Logo courtesy of Ames Public Library
By Andrew Duffelmeyer
(Aug. 24, 2011 - 9:45 a.m.) The Ames City Council has directed staff to prepare an $18 million bond referendum for renovation and expansion of the Ames Public Library, and will vote Sept. 13 on whether to officially place that language on the Nov. 8 ballot.
The library's plan would expand the space behind the building and the second floor, increasing the size of the building from 48,000 to 77,000 square feet. All additions and the core of the building built in 1904 will remain intact.
The bond would cost taxpayers about $.61 per $1,000 of valuation. That means $29.70 a year for a $100,000 home and $61.20 a year for a $100,000 business.
The library hopes to raise at least $2 million of private funds for the project. About $1.3 million toward that goal has already been raised, and grants may be available.
Kevin Stow, vice president of the library board of trustees, said cultivating donors takes time and the board currently raises between $50,000 and $80,000 a year.

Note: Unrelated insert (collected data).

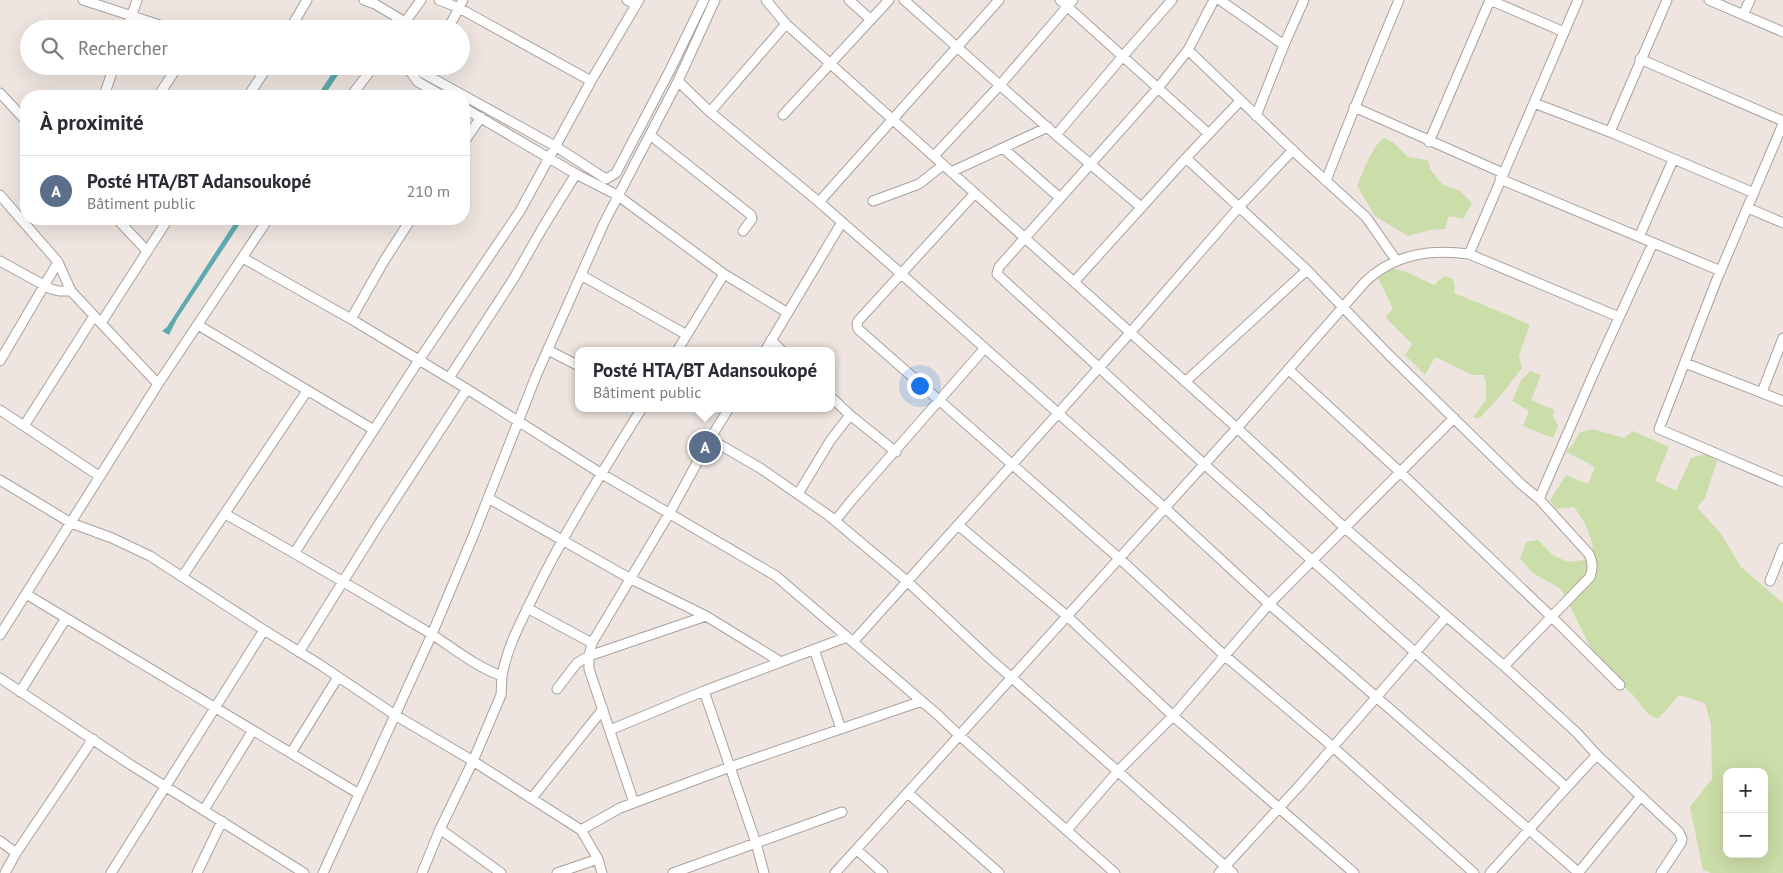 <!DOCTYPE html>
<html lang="fr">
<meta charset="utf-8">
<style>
:root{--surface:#fff;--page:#f2f2f3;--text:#2b2b33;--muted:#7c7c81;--line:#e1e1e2;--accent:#1a73e8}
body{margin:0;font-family:"PT Sans",sans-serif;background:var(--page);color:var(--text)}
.controls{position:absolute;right:15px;bottom:15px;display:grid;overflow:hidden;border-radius:10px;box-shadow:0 5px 20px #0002}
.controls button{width:45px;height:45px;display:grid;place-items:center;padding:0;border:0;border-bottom:1px solid var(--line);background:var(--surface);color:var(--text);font:25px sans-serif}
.you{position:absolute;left:919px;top:385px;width:18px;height:18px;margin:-12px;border:4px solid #fff;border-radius:50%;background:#1a73e8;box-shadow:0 0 0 8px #1a73e833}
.badge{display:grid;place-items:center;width:32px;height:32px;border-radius:50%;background:var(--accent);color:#fff;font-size:16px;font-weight:700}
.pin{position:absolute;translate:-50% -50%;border:2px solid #fff;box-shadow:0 1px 5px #0006}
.popup{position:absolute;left:575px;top:347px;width:260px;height:65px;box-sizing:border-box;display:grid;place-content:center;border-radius:10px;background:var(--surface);filter:drop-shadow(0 1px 4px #0005);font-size:16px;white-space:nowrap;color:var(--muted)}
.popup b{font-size:19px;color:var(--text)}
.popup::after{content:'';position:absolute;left:50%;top:100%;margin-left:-10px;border:10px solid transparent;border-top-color:var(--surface)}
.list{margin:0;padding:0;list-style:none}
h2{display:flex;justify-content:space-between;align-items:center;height:65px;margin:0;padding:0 20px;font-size:21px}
h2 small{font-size:16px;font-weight:400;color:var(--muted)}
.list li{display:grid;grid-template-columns:32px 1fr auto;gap:15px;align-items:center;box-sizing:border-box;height:70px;padding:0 20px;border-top:1px solid var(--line)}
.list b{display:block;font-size:19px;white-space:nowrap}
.list p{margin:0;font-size:16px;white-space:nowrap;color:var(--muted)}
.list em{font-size:16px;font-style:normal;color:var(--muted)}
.icon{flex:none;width:28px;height:28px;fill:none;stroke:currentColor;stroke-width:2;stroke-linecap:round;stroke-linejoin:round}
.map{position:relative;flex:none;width:1783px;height:873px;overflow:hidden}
.search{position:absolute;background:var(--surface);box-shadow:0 5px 20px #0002;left:20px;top:20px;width:450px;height:55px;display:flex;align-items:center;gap:12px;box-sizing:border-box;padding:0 18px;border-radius:28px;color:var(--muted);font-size:19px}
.panel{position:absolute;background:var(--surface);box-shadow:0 5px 20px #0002;left:20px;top:90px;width:450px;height:135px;border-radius:20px}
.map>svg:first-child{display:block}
.green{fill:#cbdda8;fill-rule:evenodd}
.water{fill:#5faaae}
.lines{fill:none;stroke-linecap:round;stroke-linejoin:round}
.minor-casing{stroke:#a9a19c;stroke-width:11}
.minor{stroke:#fff;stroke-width:9}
</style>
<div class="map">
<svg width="1783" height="873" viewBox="0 0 1783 873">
<rect width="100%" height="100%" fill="#eee5e0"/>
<path class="green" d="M 1385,138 L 1395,144 L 1408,157 L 1428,160 L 1430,169 L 1442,184 L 1460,191 L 1472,203 L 1463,219 L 1449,216 L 1445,229 L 1430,230 L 1408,236 L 1375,216 L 1357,186 C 1363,173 1372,144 1385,138 Z
M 1391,268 L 1407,272 L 1434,285 L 1444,276 L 1453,279 L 1455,287 L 1454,293 L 1515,318 L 1530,325 L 1519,355 L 1522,368 L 1506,389 L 1479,419 L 1473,417 L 1486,400 L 1486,384 L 1484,375 L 1473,375 L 1435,357 L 1425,375 L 1405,355 L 1412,344 L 1385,317 L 1393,309 L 1378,278 Z
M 1530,371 L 1541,375 L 1531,400 L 1554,410 L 1553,416 L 1558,426 L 1553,438 L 1523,426 L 1529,411 L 1512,401 L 1521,380 Z
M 1592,429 L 1624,438 L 1633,431 L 1669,447 L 1655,481 L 1676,491 L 1691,458 L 1706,454 L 1717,461 L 1705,498 L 1697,507 L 1721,534 L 1741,567 L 1783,603 L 1783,873 L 1711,873 L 1703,870 L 1690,807 L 1712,779 L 1711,724 L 1705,703 L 1679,695 L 1658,719 L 1649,715 L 1633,695 L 1598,662 L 1561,589 L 1533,573 L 1520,559 L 1526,542 L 1538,540 L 1553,555 L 1567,562 L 1584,560 L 1593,548 C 1590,532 1584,520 1574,507 L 1556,509 L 1550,500 L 1566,475 L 1588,484 L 1595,467 L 1566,452 L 1574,443 L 1579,433 ZM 1727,772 L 1764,772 L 1764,854 L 1727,854 Z"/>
<path class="water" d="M 337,66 L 344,66 L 324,96 L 317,96 Z
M 237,219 L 243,219 L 177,319 L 169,335 L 162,331 L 167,327 Z"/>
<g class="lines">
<defs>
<path id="minor" d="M 83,0 L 172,29
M 364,0 L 375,4 L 405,22
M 439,0 L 459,8 L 591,81
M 627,0 L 636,5
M 766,0 L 786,24 L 1237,428 L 1345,528 L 1504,666 L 1577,733 L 1597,755 L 1679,832 L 1682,839 L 1681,843 L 1661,873
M 849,0 L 871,20
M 904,0 L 1056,135 L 1141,207
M 1060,0 L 1209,134
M 1214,0 L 1188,50 L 1158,88 L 999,267 L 997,274 L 1204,464 L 1566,787
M 1220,0 L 1284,45
M 1490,0 L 1564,32
M 1709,0 L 1783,32
M 1743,15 L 1750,0
M 127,29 L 137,0
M 290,29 L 307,0
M 400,29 L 421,0
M 448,29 L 463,0
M 1188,50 L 1302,159 L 1366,217 L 1396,260
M 1640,59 L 1783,121
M 406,66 L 418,82 L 443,96
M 423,73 L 555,146 L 606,179 L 616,173 L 670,70 L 704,0
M 678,81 L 710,112 L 819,202 L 889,263 L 1165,508 L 1269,604 L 1579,873
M 0,93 L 26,121
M 104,96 L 114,66
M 158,96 L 178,66
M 248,96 L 268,66
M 351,96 L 374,66
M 1534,103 L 1610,132 L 1754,193
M 1354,107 L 1503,173
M 464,108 L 576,174 L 617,195 L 724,274 L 788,313
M 710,112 L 786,24
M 783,115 L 889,0
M 1256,116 L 1284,45 L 1304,0
M 1783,124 L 1717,279 L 1659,429 L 1783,482
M 1610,132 L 1667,0
M 650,135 L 751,215 L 752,219 L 743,231
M 1056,135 L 1123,56 L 1172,0
M 464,142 L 481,117
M 1429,142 L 1490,0
M 1003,148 L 1060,198
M 934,156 L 1000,85 L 1073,0
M 1186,158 L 1307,270 L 1389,355 L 1521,484 L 1539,499 L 1589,554 C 1593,563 1593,568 1590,577 L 1504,666
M 951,172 L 1048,127
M 1500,179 L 1721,271
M 1326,181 C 1349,120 1374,60 1399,0
M 975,193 L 858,321 L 857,324 L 858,329 L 1120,559 L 1224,655 L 1333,747 L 1474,873
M 0,195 L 58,262 L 71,291
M 873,201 L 919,184 L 943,165
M 819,202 L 999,0
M 1748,208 L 1783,223
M 117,219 L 147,251
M 1639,237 L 1673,160
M 1469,254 L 1578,0
M 243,258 L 351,319 L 467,389 L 602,474 L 776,576 L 938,715 L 960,736 L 1115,873
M 0,261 L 51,289 L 59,291 L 71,291 L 158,384
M 581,275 L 687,335
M 1074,282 L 1186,158 L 1240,101
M 351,319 L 384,261 L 411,219
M 101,323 L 168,219
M 198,325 L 374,430
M 771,340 L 782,351
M 548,350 L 579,366
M 677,351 L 724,274
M 765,351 L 842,222
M 0,361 L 58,262
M 1685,363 L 1783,401
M 1288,369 L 1399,471 L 1562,627 L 1620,685
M 449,378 L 514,278 L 543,227 L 576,174
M 1185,382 L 1307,270
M 1762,392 L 1783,338
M 831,397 L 850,415 L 896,452
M 0,410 L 99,476
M 24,426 L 94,316
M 710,439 L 760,468 L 828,515 L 908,582 L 987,656 L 1233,873
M 0,480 L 71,523 L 112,538 L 150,556 L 264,630 L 319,664 L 395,715 L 473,761 L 581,830 L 598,859 L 602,873
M 798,494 L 830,441 L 850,415
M 488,498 L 629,578 L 706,616 L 781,662
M 1539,499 L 1596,368 L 1653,243
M 225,514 C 292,551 357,590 423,629 C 449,644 473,666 502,676 L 501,695 L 473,761 L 440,829 L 422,873
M 835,521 L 851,501 L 984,349
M 958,525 L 1067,616 L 1173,716 L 1354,873
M 295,552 L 419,360 L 520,211 L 591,81 L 639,0
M 182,577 L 307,391
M 1770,581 L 1783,548
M 26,594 L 359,794
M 527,608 L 592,643
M 0,635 L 158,384 L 268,219
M 853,642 L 1130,333 L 1239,207 L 1293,150
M 814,649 L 841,729
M 299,652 L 379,524 L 467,389
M 502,676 C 507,648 519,626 531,601 C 563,534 603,471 642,408
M 0,678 L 131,765 L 304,873
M 557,689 L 577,663 L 589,656 L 706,616
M 704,691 L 756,843 L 764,873
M 20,692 L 66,618
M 610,730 L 704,691 L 847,637
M 291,753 L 338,677
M 908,793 L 999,873
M 532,798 L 603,709
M 634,803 L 589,669 L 589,656 L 592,643 L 669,514 L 710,439 L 729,408
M 204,810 L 253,730
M 440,829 L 501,873
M 581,830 L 620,808 L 730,767 L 922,701
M 1067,830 L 1118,771 L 1173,716 L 1269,604 L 1454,418
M 0,841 L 16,853
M 857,850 L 883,873
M 5,873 L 16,853 L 93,739
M 111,873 L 264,630
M 197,873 L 222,821
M 323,873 L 432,634 L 474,534 L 536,376 L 604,223 L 678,81 L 715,0
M 557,873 L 598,859
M 673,873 L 842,812
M 835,873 L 1237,428 L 1365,282 C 1394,254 1430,249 1469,254 L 1619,317
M 1219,873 L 1300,785 L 1446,617
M 1490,873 C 1526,834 1560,793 1597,755
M 1578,873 L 1641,796"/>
</defs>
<use href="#minor" class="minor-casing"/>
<use href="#minor" class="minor"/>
</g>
</svg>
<div class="controls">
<button>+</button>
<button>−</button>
</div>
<div class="you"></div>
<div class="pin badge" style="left:705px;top:447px;background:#5c6f8a">A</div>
<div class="popup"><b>Posté HTA/BT Adansoukopé</b>Bâtiment public</div>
<div class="search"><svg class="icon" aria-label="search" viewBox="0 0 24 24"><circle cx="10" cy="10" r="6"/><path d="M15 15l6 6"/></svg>Rechercher</div>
<section class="panel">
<h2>À proximité<small></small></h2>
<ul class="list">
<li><span class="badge" style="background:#5c6f8a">A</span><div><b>Posté HTA/BT Adansoukopé</b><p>Bâtiment public</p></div><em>210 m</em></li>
</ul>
</section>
</div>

Stow also said the economic climate and competing projects in the community may make fundraising challenging. But he's optimistic about the capacity for private giving and grants.
"No one will rest until we exceed our $2 million private philanthropic goal," Stow said.
Library Director Art Weeks said the project will increase shelving space, create more open spaces for future flexibility, improve safety and security, provide more space for youth and teens and make the building compliant with the Americans with Disabilities Act.
Dudley Luckett, president of the board, said the library as it is needs roughly $10 million in repairs. The last expansion came in 1985, and circulation has nearly tripled since then.
"If it's anything like that, what we're getting here, if it does indeed need $10 million in repairs, then we're getting a library for half price, essentially," Luckett said. "Because we're going to have to spend this money anyhow. We can't do nothing."
Luckett said he's heard objections to the project, including that now is a bad time because the economy is depressed. But he said the bottom line is the library is inadequate, and improving it can create a revitalizing spark for downtown.
"Ames needs in my opinion, it truly needs an upgraded library," Luckett said. "This is not self-aggrandizement on the part of the board. There's no wizard behind the curtain. This plan is the very minimum, it can't be reduced. If it doesn't go, that's it, it's just the end of the line."
Laura Rawlins, a board member that recently moved to Ames, said the library is a "gem" in the city.
"This really is a selling point of our city, and if we're talking about Ames being the heartland's leading edge the library is right there on that edge and needs to continue to be there," Rawlins said.
The library has held 22 public forums with over 800 participants since 2009 and also conducted a phone poll of 400 registered voters.